Putri malu dapat dipakai untuk mengobati berbagai penyakit, seperti

peradangan saluran pernapasan (bronchitis) dan cacingan (Askariasis).

Kemampuan tumbuhan putri malu dalam membunuh cacing Ascaris suum L.

disebabkan karena terdapat kandungan mimosin dalam tanaman itu sendiri.

Mimosin merupakan asam amino yang bersifat toksik yang akan menghambat
absorbsi asam amino lain yang dilakukan oleh mikrofili tagumen cacing

sehingga akan terjadi defisiensi nitrogen pada cacing dan akhirnya pada proses

sintesis proteinnya akan terganggu (Ratnawati dkk, 2013).

4.1.3 Rumput Lulangan (Eleusine indica)

Gambar 3. Rumput Belulang (Eleusine indica)

a. Klasifikasi

Klasifikasi rumput lulangan (Eleusine indica L) menurut Hambali, dkk,

(2015) yaitu sebagai berikut:

Kingdom : Plantae

Divisio : Spermatophyta

Kelas : Monocotyledoneae

Ordo : Poales

Famili : Poaceae

Genus : Eleusine

Spesies : Eleusine indica Linn


b.
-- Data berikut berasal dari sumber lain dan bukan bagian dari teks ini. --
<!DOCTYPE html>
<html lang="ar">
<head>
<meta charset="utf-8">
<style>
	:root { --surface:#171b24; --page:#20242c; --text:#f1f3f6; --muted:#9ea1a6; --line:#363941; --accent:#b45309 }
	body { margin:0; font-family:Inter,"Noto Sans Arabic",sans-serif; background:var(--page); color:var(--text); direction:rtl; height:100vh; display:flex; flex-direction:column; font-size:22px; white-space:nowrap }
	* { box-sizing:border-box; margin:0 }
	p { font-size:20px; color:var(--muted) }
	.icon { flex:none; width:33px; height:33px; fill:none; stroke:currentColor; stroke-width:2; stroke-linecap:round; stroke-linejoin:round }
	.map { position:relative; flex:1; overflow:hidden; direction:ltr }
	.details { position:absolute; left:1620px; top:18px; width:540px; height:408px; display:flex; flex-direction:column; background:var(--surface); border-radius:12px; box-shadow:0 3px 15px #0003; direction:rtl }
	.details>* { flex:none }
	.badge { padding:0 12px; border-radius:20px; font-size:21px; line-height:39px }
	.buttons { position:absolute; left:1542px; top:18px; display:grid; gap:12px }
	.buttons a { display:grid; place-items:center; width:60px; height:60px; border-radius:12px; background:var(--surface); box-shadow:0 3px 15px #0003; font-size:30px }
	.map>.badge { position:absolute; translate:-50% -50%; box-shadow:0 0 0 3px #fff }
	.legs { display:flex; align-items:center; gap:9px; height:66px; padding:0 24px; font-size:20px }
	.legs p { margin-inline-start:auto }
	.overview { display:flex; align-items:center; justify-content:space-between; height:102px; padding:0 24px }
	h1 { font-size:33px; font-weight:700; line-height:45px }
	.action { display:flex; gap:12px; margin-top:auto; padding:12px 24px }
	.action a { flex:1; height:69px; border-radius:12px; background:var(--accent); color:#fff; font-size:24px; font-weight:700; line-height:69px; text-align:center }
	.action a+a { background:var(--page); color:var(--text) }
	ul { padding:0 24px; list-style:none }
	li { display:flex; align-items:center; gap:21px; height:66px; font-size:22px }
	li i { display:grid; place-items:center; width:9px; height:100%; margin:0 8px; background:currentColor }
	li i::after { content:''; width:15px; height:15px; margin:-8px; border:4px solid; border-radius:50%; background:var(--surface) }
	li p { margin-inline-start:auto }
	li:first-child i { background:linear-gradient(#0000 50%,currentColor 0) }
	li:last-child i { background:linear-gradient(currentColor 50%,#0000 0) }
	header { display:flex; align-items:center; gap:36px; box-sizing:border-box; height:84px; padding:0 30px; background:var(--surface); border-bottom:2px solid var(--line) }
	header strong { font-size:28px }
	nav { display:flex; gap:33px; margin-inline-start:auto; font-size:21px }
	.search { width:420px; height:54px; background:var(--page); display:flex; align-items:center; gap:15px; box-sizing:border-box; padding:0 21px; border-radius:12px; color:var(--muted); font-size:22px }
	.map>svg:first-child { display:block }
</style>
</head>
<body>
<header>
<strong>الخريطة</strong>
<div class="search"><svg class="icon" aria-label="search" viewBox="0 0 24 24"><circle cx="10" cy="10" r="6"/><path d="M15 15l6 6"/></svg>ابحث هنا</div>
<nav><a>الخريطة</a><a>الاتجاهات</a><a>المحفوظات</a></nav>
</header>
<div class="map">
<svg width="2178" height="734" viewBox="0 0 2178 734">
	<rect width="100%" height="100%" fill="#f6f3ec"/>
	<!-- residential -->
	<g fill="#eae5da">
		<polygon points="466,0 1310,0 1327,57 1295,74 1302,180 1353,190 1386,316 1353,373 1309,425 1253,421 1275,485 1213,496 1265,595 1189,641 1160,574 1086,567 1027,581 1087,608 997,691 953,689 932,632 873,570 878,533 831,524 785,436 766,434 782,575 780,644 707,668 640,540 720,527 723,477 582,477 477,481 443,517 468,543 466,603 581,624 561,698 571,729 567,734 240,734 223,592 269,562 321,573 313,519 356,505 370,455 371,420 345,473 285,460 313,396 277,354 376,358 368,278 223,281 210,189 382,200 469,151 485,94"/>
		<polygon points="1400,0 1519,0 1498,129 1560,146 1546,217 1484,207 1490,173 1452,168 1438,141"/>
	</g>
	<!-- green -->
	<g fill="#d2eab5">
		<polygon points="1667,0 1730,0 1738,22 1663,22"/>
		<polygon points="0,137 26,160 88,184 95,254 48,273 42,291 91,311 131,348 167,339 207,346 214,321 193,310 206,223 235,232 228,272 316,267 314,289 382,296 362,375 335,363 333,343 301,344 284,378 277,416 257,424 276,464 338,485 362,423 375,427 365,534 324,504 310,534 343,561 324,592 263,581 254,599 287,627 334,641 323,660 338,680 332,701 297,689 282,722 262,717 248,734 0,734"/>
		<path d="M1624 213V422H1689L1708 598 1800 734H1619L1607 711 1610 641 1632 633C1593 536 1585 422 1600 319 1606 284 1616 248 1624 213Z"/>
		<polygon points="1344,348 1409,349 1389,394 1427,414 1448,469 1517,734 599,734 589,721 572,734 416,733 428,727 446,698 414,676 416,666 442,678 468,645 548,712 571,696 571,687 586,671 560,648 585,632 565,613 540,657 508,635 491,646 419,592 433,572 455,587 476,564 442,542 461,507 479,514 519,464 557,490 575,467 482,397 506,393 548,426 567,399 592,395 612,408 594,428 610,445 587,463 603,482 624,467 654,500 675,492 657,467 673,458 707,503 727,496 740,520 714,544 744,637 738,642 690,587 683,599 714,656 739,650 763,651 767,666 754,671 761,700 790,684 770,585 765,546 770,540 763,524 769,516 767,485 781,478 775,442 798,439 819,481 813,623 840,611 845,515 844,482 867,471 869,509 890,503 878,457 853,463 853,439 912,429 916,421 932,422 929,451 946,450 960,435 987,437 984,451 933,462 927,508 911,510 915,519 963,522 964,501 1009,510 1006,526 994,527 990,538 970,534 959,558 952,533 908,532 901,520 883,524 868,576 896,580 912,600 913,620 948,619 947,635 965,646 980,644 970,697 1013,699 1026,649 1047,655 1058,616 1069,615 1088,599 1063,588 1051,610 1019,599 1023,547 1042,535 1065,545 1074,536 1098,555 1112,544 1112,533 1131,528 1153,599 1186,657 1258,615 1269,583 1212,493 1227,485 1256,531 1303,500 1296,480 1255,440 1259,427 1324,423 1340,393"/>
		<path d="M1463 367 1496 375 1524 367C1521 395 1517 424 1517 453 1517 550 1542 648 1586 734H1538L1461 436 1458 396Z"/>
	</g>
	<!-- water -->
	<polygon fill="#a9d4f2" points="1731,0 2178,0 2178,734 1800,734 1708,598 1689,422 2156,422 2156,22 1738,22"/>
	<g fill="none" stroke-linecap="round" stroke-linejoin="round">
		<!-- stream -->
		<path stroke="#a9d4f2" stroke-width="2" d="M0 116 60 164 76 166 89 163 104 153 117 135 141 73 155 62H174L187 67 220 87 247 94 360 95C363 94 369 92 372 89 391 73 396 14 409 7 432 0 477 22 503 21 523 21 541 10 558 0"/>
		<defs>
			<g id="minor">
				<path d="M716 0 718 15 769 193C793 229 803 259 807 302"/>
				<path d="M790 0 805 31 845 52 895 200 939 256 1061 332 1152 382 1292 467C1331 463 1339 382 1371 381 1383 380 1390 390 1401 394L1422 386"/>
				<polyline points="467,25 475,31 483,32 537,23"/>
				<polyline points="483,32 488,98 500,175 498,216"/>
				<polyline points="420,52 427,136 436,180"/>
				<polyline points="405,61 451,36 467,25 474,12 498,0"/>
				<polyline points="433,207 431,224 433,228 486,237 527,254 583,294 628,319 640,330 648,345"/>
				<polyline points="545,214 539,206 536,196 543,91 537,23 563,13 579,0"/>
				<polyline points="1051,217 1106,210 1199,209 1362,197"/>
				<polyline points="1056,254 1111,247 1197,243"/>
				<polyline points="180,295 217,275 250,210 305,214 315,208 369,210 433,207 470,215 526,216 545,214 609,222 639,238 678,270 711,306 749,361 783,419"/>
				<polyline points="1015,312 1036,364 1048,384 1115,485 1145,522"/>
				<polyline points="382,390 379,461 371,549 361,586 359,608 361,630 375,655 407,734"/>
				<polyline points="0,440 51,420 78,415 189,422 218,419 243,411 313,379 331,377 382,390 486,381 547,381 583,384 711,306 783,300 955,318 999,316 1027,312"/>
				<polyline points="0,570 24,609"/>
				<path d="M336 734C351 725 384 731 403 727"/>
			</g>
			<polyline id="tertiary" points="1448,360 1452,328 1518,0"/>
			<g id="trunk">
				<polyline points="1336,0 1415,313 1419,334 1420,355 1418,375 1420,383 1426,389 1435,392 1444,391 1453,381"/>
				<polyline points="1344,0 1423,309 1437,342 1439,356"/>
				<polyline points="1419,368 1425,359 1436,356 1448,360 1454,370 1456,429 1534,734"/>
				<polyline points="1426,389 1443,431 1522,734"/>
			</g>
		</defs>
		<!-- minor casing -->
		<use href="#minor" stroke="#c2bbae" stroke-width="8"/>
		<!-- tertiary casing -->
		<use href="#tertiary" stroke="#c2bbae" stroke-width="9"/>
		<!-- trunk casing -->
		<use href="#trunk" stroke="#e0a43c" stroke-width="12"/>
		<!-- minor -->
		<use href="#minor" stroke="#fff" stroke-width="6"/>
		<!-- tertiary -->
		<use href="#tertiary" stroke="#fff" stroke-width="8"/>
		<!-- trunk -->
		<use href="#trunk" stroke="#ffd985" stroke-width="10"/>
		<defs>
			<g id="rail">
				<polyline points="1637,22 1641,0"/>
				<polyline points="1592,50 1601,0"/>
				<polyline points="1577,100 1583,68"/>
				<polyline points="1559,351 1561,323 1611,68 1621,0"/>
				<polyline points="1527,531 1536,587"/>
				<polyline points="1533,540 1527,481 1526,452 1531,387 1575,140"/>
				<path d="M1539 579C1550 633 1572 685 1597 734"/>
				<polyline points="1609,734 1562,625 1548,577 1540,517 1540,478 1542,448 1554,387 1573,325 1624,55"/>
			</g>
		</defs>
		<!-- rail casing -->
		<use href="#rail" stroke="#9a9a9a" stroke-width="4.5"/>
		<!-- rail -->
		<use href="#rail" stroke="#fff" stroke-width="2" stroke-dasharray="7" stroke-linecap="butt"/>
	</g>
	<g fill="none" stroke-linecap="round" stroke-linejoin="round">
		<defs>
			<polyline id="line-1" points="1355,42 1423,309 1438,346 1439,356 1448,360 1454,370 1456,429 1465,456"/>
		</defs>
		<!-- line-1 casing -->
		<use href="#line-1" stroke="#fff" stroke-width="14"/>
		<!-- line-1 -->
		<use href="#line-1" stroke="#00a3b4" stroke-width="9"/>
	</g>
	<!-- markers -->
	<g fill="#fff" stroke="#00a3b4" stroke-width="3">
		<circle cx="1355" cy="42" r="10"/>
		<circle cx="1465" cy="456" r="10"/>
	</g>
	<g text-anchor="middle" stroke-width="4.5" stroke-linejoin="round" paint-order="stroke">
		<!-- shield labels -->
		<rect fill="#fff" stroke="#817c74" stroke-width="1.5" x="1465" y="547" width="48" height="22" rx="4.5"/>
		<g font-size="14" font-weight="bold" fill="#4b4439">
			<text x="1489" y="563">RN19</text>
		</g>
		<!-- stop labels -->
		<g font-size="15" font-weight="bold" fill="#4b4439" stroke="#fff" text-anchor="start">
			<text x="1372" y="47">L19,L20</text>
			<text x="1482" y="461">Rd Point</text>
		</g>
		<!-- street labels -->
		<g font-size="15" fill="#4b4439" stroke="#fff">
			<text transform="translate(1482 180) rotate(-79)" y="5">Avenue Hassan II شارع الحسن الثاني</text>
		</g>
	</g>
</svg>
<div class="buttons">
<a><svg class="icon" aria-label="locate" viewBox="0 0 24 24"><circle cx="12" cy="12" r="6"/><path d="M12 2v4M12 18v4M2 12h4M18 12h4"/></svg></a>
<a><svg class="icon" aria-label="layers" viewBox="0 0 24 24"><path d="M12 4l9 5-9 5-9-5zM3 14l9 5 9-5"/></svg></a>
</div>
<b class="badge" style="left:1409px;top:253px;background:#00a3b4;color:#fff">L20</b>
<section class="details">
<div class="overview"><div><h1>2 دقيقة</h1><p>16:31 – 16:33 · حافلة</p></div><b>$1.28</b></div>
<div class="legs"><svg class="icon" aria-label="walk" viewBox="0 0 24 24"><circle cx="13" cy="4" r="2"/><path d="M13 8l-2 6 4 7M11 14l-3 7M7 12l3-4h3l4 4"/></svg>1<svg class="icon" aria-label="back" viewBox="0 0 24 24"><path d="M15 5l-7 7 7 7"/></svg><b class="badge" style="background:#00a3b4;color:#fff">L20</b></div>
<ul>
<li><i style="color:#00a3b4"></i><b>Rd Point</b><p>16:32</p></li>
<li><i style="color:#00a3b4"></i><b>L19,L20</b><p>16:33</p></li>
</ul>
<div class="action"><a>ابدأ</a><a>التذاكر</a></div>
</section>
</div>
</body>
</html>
Morfologi

Morfologi rumput lulangan (Eleusine indica L) menurut Pertiwi, dkk,

(2013) yaitu sebagai berikut:

Batang : Batang Rumput Belulang membentuk rumpun yang kokoh

dengan perakaran yang lebat. Tumbuh tegak atau ada kalanya

merambat. Membentuk cabang. Sering membentuk akar pada

buku terbawah. Tingginya 12-85 cm.

Daun : Daun Rumput Belulang memiliki helai daun panjang.

Berbentuk garis. Bagian pangkal tidak menyempit. Ujungnya

runcing atau tegak tumpul. Pada pangkalnya selalu terdapat

beberapa rambut panjang.

Bunga : Bunga Rumput Belulang tegak atau condong ke samping.

Dengan dua sampai tujuh bulir yang tumbuh menjari (digitatus)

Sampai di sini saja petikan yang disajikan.